Saved data entries
════════

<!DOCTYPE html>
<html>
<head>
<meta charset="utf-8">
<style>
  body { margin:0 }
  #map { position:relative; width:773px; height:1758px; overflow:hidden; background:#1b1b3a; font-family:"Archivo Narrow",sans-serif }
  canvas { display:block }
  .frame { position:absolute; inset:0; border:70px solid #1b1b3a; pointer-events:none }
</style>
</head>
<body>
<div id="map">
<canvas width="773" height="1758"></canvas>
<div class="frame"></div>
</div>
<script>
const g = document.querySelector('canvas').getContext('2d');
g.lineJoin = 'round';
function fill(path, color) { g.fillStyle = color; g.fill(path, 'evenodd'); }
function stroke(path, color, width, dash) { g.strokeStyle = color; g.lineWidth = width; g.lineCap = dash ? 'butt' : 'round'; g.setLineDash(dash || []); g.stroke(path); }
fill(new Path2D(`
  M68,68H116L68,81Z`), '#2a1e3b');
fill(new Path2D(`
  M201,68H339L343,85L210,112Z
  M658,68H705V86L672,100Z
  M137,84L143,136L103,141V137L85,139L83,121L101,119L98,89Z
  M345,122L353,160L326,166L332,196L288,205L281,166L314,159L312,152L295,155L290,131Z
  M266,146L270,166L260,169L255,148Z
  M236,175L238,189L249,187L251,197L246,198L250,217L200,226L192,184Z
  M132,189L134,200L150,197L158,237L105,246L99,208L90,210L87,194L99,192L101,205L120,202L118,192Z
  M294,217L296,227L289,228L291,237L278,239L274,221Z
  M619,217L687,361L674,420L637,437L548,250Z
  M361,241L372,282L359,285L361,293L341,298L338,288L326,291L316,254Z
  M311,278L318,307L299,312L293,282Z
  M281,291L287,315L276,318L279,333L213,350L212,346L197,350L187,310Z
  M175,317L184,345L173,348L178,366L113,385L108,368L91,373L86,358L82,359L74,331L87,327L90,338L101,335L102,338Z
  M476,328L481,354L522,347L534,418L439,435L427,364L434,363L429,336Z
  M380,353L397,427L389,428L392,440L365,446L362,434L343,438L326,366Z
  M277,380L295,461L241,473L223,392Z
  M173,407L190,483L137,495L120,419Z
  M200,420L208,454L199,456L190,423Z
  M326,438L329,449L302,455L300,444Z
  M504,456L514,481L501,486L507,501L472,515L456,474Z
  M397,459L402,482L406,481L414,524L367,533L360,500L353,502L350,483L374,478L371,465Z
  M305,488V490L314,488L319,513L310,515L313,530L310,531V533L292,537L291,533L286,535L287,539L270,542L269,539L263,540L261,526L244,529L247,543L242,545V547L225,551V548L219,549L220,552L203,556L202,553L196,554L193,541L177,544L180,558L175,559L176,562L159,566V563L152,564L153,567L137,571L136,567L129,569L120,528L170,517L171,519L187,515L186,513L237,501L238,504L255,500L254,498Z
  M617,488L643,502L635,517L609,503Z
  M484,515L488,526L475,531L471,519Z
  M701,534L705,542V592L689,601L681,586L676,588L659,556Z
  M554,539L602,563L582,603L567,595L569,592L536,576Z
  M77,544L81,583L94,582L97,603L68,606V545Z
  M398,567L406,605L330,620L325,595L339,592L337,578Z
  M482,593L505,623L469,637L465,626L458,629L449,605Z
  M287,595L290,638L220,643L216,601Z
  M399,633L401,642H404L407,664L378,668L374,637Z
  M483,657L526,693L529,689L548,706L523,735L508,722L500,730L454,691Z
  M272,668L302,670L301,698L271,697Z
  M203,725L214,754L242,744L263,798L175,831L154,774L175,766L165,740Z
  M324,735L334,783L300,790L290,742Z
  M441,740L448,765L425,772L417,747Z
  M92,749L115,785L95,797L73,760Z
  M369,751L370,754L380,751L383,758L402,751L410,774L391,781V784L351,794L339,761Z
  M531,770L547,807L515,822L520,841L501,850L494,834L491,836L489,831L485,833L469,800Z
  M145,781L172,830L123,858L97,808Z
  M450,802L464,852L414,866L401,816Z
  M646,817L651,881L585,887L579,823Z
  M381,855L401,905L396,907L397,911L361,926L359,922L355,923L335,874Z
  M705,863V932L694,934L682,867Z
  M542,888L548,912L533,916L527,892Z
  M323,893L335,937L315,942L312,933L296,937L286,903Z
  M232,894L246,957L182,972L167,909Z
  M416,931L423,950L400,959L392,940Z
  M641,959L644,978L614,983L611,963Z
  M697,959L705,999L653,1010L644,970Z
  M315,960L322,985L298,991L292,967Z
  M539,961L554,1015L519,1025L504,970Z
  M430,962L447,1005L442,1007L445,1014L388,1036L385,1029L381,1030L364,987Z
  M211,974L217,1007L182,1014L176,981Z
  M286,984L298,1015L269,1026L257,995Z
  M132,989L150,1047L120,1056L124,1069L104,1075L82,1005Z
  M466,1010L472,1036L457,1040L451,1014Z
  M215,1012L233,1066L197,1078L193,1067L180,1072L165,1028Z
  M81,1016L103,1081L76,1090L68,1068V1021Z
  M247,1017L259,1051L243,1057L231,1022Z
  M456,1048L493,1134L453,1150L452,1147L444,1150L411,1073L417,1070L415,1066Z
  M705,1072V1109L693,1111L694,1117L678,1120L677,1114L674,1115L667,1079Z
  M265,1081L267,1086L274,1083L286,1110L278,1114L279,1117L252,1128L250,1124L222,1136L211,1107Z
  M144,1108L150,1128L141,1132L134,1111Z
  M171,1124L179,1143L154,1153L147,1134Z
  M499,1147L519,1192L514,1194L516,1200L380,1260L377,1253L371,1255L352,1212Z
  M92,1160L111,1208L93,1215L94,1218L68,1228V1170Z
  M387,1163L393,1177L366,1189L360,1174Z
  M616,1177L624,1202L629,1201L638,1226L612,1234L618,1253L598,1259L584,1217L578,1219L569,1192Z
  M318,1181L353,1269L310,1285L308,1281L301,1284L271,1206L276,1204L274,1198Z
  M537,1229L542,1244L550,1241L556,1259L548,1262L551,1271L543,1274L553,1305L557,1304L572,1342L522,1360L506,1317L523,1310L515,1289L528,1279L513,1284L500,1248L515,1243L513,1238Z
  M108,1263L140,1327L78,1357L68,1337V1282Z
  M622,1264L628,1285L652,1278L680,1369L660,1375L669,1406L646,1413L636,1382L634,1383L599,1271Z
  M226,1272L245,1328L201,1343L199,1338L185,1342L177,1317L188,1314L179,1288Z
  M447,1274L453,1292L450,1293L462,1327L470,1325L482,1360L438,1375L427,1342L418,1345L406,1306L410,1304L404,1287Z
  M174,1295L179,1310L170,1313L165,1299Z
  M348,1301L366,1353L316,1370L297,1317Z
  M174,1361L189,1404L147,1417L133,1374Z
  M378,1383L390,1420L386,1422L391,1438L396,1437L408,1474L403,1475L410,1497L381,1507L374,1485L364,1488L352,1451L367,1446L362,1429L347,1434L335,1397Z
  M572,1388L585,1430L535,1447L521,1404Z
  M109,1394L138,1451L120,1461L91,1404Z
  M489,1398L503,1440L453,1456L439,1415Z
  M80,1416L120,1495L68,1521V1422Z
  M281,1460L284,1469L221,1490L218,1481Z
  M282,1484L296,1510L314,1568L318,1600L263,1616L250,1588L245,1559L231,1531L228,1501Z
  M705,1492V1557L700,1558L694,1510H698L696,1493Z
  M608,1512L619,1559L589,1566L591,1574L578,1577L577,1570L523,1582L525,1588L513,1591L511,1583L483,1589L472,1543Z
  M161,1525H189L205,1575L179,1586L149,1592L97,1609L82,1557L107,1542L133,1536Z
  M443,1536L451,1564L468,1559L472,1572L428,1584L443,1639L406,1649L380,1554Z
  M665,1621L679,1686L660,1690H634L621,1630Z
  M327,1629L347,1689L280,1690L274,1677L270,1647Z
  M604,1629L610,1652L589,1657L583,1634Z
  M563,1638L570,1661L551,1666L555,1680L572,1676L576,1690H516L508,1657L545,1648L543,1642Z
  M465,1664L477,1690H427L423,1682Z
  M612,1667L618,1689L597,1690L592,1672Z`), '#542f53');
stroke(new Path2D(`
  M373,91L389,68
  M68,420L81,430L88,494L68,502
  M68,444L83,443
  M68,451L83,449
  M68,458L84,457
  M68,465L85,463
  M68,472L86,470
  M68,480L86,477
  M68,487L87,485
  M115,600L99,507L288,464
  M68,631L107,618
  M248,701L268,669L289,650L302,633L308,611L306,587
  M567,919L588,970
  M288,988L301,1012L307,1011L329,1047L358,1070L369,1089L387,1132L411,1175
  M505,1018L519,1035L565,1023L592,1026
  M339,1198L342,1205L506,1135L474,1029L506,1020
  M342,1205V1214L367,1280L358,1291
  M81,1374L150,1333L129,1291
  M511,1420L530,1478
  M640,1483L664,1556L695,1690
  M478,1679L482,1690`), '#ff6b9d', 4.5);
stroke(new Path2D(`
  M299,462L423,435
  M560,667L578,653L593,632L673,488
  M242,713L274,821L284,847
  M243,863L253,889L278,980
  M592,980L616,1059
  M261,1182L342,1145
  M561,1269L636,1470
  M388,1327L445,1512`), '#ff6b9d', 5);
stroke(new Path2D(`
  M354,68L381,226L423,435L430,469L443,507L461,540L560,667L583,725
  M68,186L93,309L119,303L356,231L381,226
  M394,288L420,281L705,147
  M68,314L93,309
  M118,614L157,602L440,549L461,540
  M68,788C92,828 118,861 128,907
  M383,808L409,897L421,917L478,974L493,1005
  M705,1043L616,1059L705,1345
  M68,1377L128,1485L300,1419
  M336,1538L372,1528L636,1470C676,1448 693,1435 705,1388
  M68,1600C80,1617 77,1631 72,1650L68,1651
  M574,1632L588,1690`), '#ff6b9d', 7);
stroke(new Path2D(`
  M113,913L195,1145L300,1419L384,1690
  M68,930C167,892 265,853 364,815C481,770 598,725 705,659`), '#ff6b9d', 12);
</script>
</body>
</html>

════════

INSTRUCTIONS TO FOLLOW
Scan the data above. Return every line with "canvas" in it.

ANSWER FOR THE TASK
  canvas { display:block }
<canvas width="773" height="1758"></canvas>
const g = document.querySelector('canvas').getContext('2d');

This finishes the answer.